Where does everybody get their tack? I have harness from my last guy, but halters, bridles etc I need - heck even saddles. Only my sidesaddle will fit her - which I can't wait to try but don't want to break her in!


----------



## amysue (Jan 9, 2015)

So sorry for your loss. Congrats on the new pony. I like national bridle and ozark mountain tack. Star lake is good too. You may have to custom order her tack or buy pieces from different places. I have to do that with my British Shetland. She wears a smaller headstall tha she does surcingle so I buy her stuff separatly.


----------



## chandab (Jan 9, 2015)

If you have a local tack shop, so you don't have to order and hope to send back if it doesn't fit; try full-size weanling halters that are fully adjustable. Different brand of pony might work, again fully adjustable.

And, how can you post a new horse without pictures.






So sorry for your loss.


----------



## FurstPlaceMiniatures (Jan 10, 2015)

Thank you all!

Weanling is wayyyyy too small for her. In right at 5' if that helps.

And my local tack store kind of sucks :/


----------



## paintponylvr (Jan 10, 2015)

If you can find someone who has the BMB adjustable halters, the weanling often fit our Arab/Shetland X ponies when others didn't. Also, they used to make an in-between size of weanling/yearling - can't remember what it was called. Think it was a weanling but larger pound size (2 weanling sizes). We didn't have a problem finding blankets that fit - standard blankets in 58 - 64 fit ours (had to be better quality name brand ones).

Other than that - welcome to the world of custom made.
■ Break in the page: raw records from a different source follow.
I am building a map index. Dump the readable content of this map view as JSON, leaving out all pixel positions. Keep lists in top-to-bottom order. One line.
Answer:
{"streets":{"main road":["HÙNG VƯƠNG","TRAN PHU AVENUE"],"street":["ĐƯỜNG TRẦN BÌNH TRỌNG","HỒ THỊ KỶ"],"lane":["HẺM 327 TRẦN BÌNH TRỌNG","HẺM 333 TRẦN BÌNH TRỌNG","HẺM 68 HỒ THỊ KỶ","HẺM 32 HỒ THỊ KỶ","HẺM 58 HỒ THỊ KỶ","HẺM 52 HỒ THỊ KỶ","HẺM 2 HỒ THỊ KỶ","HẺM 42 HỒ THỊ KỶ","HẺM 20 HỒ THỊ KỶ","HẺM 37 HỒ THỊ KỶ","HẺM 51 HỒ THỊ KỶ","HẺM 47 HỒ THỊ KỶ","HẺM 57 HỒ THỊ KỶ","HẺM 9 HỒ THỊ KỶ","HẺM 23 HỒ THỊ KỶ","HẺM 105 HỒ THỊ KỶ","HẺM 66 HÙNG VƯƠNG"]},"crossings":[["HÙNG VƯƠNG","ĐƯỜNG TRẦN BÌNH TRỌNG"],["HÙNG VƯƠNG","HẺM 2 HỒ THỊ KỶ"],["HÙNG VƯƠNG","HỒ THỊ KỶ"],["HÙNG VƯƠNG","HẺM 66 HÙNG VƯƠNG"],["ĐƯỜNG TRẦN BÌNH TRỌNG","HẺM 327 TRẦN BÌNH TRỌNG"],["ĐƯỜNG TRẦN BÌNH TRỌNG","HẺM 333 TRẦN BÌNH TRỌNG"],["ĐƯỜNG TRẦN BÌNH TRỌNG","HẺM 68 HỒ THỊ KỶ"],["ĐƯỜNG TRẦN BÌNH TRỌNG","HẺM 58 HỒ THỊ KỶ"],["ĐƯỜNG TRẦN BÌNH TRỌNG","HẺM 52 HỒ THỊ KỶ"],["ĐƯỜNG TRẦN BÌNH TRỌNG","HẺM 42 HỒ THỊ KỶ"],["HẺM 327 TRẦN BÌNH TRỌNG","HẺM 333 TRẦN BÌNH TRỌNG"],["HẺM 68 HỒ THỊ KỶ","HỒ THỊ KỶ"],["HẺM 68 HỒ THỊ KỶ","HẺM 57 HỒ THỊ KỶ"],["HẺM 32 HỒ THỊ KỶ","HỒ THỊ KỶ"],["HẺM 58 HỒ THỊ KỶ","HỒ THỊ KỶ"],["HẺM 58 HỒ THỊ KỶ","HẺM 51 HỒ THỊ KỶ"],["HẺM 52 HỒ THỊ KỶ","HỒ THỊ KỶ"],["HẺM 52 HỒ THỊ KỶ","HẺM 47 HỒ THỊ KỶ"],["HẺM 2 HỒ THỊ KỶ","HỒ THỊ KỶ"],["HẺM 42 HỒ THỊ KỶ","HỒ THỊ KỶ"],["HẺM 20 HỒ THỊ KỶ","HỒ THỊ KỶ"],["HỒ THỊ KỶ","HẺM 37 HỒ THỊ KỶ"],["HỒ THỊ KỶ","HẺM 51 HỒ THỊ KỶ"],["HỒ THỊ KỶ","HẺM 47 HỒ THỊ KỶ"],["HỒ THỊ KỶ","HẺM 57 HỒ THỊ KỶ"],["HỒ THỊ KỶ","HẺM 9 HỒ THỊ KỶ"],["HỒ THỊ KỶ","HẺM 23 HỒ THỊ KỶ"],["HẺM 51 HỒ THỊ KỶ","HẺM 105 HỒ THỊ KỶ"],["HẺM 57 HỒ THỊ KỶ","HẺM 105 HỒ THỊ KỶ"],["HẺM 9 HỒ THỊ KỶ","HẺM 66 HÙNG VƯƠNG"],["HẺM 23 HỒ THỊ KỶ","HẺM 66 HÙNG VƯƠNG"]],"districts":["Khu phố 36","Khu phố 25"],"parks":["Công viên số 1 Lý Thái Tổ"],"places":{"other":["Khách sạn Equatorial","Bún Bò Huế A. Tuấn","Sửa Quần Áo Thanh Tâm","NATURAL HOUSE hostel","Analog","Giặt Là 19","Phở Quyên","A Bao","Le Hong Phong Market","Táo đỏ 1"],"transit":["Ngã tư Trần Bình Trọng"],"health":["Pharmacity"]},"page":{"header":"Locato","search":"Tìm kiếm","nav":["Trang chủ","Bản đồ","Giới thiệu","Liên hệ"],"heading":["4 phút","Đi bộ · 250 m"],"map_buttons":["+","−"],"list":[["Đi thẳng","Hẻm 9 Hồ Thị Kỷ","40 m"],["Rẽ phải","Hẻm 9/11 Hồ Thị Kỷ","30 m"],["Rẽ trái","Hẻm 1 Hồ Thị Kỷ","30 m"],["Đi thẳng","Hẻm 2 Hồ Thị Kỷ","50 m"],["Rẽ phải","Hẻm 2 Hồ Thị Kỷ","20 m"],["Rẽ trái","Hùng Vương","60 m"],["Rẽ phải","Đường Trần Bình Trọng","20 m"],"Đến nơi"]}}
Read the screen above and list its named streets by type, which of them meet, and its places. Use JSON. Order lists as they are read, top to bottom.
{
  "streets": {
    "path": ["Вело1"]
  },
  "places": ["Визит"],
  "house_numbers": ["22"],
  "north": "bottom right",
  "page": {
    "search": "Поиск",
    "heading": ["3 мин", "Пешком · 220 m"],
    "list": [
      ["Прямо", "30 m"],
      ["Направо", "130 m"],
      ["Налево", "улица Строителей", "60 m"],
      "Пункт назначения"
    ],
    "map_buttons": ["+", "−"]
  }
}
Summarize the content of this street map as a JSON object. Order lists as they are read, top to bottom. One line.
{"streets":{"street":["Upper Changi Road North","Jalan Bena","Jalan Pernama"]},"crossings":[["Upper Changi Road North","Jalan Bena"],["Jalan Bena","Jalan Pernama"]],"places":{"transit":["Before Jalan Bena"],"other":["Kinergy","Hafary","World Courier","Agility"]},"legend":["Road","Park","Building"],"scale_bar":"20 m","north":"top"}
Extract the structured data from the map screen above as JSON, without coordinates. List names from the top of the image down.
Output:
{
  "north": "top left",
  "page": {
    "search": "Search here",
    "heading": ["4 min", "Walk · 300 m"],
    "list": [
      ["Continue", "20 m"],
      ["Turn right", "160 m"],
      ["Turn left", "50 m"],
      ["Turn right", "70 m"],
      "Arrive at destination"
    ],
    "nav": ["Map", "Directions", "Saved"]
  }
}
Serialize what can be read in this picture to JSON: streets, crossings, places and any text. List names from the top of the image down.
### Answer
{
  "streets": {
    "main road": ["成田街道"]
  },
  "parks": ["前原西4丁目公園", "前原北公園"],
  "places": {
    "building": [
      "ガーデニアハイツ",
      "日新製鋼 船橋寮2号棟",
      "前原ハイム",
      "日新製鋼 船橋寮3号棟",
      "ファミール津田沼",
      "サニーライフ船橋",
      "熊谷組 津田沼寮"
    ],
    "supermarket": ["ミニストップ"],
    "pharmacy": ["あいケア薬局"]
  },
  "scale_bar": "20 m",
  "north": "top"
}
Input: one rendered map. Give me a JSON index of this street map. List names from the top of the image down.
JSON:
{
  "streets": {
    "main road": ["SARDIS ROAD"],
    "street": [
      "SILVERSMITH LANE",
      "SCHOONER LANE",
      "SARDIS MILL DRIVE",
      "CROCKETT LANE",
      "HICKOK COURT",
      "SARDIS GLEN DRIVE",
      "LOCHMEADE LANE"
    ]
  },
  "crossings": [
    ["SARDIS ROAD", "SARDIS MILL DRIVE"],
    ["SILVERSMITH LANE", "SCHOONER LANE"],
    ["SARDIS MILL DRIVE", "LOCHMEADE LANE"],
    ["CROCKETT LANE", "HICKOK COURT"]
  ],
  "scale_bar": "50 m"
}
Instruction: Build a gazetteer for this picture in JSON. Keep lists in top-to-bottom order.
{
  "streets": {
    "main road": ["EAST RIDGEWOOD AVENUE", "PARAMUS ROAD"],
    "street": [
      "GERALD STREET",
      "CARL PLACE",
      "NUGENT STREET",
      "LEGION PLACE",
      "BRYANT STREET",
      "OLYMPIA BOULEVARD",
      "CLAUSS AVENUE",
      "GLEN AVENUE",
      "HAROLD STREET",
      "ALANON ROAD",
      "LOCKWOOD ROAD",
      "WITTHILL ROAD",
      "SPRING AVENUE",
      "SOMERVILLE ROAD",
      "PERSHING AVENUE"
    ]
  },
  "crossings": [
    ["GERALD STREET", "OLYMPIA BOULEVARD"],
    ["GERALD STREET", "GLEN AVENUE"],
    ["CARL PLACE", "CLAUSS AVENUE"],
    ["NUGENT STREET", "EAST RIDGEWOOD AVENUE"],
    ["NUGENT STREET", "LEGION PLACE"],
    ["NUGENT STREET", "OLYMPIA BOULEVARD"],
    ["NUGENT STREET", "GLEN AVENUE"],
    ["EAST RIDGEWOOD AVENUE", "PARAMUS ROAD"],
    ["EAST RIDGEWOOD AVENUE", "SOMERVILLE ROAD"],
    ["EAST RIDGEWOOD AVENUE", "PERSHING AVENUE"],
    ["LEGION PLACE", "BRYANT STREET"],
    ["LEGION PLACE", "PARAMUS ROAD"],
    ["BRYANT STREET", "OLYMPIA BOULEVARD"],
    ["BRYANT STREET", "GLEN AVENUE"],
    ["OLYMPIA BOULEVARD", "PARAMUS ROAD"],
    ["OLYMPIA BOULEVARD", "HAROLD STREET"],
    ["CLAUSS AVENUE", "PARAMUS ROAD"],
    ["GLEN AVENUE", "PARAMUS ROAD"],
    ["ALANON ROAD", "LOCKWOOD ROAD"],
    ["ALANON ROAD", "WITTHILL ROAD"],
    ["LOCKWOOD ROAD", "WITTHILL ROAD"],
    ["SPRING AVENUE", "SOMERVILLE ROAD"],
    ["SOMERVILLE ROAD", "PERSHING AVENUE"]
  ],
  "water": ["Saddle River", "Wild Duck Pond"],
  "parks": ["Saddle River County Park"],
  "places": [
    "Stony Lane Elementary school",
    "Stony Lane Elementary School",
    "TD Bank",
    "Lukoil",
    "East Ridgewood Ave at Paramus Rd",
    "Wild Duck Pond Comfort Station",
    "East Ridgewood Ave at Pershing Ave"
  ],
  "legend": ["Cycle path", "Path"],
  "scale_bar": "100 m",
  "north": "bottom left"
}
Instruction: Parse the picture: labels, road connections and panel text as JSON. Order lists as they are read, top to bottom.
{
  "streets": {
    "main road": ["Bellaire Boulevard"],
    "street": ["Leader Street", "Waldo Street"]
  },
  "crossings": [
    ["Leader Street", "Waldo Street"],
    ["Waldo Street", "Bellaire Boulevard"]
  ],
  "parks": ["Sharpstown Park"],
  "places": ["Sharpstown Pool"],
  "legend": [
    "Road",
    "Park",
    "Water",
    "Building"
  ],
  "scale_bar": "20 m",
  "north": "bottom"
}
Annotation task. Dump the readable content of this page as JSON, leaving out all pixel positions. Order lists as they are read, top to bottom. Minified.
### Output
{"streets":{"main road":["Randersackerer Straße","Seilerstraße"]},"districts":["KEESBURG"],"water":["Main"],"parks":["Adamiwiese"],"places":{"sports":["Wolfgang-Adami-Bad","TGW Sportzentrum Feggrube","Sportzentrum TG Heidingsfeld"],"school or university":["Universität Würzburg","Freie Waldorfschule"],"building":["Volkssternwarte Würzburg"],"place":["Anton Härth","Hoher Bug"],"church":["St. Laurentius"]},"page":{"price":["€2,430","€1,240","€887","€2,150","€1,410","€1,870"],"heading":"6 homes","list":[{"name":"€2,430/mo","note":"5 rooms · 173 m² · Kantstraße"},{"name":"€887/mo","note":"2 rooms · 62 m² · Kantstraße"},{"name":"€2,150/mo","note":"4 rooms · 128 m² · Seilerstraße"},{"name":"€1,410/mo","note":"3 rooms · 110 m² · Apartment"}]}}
For years, I took "off the shelf" equipment and either made adjustments to it myself or took to a leather worker who could insert buckles or whatever.

POA western style headstalls should fit her and Schneiders should carry hunt/dressage bridles that will fit her.

I would think that Hackney sized equipment would also fit her - give Mike Herron a call. He should be able to help.


----------



## paintponylvr (Jan 10, 2015)

That's weanling horse size not weanling pony size.

Our largest arab/shet X matured at 14.1hh and our smallest at 13 hh. Their heads varied in size - but no - neither pony nor full horse size fit (the mature fella wore a yearling arab halter - either a BMB or from Schnieders Tack).


----------



## Miniv (Jan 11, 2015)

Our Shetlands (up to 38") fit into XL Halters from KayJay Farm.com just fine.... and her pricing is reasonable.

She also sells harnesses, but you'd have to contact her about sizing.


----------



## amysue (Jan 11, 2015)

Dont forget that you can knot the crown piece of a halter to make it fit better. I do this with most of my stallions because I do not like the way the nose of a "mini size" fits but "pony size" is a bit large. Once I knot the crown they fit perfect. You may just have to punch a few extra holes in things to make them fit right. Happy shopping.


----------



## JWC sr. (Jan 12, 2015)

Ozark has done a good job for us.


----------